Les enfants aiment rire de la Mort dont ils côtoient les représentations pendant Halloween, le carnaval d’automne, dans un grand nombre de films d’animation, de films « live », de séries télévisées, de jeux vidéo, de bandes dessinées et bien entendu dans les contes canoniques. Ils adorent se faire peur avec les Loups-garous, les Morts-vivants ou les Vampires. Les fêtes foraines et les parcs d’attractions les invitent à traverser les Tunnels de l’Horreur. L’imaginaire de Tim Burton irrigue le leur. Le succès planétaire de la vidéo Thriller de Mickael Jackson en son temps ou aujourd’hui des deux séquelles du film Twilight, valide mes analyses. Devenus adolescents ils adoptent parfois la mode « gothique ». Toutefois, dans la plupart des familles, on évite de parler de la mort en général, des morts en particulier et surtout de répondre aux questions des plus jeunes portant sur le sujet. Notre société occidentale, même lorsqu’elle produit des représentations de la camarde et en joue avec, est fort éloignée de l’extraordinaire fête mexicaine du dia de los Muertos. Les 1er et 2 novembre, les familles se réunissent dans les cimetières pour y honorer leurs morts avec force Téquilla, sucreries, fleurs, chants, danses et prières.

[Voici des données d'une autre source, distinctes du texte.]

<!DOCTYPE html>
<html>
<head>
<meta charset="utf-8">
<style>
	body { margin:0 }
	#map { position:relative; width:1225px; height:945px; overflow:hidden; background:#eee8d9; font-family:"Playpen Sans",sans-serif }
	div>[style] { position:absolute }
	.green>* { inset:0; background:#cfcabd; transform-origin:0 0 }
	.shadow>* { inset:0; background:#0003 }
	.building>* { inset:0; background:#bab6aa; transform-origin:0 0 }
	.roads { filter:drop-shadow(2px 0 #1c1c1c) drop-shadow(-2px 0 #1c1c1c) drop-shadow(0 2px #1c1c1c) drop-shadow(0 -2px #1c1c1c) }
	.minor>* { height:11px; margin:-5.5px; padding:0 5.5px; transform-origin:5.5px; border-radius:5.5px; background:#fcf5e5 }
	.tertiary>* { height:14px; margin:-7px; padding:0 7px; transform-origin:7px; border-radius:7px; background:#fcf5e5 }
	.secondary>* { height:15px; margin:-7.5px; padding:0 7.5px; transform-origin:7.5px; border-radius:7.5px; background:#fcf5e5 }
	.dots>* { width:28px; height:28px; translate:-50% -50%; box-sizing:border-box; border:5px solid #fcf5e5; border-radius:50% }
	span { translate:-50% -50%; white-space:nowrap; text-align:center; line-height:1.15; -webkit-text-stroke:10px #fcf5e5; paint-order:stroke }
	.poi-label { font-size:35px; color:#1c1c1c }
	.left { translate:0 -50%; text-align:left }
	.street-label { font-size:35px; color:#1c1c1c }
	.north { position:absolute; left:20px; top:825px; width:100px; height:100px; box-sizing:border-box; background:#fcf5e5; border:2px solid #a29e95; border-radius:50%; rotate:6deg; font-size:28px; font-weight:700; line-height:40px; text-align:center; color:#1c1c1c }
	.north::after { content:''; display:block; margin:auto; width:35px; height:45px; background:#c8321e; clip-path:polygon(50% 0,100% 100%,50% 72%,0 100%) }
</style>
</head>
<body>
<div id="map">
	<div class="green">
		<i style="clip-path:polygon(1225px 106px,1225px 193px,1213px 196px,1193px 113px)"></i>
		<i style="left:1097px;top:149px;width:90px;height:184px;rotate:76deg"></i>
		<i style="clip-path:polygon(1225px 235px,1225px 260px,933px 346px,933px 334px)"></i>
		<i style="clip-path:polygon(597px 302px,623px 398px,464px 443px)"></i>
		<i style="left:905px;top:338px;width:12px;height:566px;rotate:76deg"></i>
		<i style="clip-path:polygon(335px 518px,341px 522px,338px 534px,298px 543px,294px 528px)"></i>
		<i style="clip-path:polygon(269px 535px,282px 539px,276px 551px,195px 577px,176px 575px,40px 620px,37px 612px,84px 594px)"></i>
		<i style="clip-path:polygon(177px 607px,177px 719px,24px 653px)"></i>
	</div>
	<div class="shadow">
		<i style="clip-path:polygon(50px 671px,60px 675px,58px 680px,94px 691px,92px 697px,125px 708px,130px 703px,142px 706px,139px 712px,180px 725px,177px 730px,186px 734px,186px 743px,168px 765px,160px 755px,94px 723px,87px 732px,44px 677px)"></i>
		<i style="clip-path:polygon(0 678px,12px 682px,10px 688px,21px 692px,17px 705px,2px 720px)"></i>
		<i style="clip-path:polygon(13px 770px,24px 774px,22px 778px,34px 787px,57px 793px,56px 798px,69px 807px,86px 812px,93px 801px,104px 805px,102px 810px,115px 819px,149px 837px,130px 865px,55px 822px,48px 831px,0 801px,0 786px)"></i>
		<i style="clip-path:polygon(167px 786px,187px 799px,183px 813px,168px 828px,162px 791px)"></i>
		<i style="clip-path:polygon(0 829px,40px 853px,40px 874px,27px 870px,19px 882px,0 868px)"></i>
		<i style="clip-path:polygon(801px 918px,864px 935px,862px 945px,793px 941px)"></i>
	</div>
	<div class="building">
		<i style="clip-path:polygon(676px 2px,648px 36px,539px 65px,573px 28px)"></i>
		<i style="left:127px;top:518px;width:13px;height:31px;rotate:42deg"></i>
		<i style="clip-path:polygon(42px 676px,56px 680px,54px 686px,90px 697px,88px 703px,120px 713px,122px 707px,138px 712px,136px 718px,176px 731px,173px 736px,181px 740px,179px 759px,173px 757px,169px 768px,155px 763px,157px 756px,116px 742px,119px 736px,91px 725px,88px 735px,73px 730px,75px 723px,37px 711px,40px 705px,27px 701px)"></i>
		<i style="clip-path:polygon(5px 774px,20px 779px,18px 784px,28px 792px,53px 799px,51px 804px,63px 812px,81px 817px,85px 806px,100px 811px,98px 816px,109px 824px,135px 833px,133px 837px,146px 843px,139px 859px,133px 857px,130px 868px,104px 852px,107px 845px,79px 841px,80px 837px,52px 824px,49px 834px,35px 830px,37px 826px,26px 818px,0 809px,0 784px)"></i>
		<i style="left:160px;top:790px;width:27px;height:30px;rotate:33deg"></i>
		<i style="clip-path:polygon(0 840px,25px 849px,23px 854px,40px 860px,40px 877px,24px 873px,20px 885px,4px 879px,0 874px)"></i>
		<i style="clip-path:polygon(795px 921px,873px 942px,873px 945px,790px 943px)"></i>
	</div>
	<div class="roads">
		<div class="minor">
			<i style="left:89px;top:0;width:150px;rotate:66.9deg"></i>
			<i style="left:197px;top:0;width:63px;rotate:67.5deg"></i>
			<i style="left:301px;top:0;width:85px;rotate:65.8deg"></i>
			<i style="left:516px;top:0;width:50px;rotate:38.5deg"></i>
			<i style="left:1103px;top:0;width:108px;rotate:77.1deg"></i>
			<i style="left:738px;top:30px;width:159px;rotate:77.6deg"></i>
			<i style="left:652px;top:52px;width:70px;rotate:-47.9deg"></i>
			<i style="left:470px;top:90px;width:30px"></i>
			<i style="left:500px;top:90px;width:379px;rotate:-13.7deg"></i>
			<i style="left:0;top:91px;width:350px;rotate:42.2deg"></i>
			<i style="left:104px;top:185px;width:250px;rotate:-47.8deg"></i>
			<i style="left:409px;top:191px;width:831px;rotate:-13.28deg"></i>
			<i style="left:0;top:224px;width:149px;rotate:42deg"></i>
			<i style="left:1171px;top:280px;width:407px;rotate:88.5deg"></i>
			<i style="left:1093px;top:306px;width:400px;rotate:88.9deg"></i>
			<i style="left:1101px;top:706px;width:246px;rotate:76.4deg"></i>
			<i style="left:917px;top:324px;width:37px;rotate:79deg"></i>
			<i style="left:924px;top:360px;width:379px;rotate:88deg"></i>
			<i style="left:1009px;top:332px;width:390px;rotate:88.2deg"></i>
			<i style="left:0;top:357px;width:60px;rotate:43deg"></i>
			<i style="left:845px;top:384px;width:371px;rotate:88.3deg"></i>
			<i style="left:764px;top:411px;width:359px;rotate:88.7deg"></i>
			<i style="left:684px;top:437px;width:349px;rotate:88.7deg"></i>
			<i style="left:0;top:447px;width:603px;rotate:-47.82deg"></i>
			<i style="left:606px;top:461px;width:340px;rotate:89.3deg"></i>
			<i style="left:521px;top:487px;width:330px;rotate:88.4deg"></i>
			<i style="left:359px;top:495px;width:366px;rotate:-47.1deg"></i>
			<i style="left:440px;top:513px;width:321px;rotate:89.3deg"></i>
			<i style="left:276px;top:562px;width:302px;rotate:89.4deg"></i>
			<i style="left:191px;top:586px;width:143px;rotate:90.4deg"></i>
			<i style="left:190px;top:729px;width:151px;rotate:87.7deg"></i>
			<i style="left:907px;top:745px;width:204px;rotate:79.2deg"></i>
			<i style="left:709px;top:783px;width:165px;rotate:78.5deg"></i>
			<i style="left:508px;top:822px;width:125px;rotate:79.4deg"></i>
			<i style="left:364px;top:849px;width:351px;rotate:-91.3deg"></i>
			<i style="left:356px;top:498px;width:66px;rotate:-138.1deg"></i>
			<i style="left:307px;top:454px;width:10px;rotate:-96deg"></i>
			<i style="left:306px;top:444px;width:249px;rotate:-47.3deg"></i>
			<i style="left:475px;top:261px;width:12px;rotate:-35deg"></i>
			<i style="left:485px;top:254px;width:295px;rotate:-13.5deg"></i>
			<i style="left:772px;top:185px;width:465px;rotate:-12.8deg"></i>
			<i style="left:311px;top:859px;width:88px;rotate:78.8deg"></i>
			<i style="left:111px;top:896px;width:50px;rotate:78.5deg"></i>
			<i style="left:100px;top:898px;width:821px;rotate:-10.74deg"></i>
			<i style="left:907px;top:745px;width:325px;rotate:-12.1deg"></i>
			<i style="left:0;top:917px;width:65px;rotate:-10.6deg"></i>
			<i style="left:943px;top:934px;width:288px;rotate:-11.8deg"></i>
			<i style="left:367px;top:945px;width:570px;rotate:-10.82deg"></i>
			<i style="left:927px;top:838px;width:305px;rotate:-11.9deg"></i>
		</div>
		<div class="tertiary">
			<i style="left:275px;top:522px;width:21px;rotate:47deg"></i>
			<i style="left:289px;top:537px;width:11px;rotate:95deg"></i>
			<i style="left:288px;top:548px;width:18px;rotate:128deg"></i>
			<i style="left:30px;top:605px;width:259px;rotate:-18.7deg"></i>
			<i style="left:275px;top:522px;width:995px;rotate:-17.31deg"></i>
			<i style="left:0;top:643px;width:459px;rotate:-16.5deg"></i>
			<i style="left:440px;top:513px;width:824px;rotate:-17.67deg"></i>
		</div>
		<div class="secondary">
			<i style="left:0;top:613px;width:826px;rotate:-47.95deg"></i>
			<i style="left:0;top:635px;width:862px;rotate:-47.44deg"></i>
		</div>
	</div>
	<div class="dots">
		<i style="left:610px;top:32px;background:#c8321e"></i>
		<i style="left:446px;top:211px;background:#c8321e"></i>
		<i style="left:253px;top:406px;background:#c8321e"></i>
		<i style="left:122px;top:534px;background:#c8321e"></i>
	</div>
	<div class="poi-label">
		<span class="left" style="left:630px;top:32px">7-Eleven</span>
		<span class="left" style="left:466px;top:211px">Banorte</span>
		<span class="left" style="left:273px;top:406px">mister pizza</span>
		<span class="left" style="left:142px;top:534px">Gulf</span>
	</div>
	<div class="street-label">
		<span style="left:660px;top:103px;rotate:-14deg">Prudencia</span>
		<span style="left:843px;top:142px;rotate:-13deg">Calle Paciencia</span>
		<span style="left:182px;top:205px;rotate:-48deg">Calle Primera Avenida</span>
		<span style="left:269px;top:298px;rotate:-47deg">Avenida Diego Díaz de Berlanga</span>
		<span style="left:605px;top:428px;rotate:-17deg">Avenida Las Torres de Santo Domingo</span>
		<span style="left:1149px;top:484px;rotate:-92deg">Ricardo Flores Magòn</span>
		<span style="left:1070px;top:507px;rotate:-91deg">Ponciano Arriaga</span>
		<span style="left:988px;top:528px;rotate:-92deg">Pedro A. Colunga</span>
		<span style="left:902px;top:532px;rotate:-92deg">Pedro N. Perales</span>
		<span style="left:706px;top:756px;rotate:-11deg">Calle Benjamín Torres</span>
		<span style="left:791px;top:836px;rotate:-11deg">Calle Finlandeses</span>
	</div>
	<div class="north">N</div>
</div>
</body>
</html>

Cette coutume s’accoude à Halloween qui la précède le 31 octobre : les jeunes Mexicains déguisés ne crient pas Trick or Treat mais calavera, c’est à dire crâne en espagnol, annonçant ainsi les deux jours qui suivent.
Cette nouvelle série (2009) instaure des contrastes entre les jeunes visages, les postures, les gestuelles, les habits de princesses (Disney ou Barbie), de super-héros (Power Rangers, Spider Man), ou de squelette ambulant et les crânes dans les mains des enfants, sous leurs pieds, la colonne vertébrale en trophée ou en collier, le(s) fémur(s) en pilon, en altère. Les crânes deviennent ballons, réceptacles, chapeaux, offrandes ou restent de simples crânes, memento mori interrogés par de jeunes Hamlet, de jolies « Madeleine » non-pénitentes, celles- ci), ou bien des Minnie ou des Mickey en deuil de leur moitié. La colonne vertébrale devient trophée ou parure.
Dès la première séance de prises de vues, l’enfant est invité, à faire bouger devant lui un crâne, et les images qui en résultent sont intitulées Double-Je : on peut alors voir la tête du modèle et en flou-bougé, son double interne...et la projection de sa destinée ultime.
Le titre de la série Vanité de l’enfance, enfants et vanités s’inspire de celui d’une exposition Portraits de collectionneurs, collection de portraits (Christophe Bonacorsi, père de Sixtine) organisée par la galerie Domi Nostrae (Lyon) par Christine et Fabrice Tréppoz (parents de Marsile). Par Vanité de l’enfance, j’entends cette formidable innocence, cette liberté des premières années de la vie, un temps où tout semble possible, en fait tout ce que nous perdons en mûrissant, disons-le, en vieillissant. Never more, l’enfance."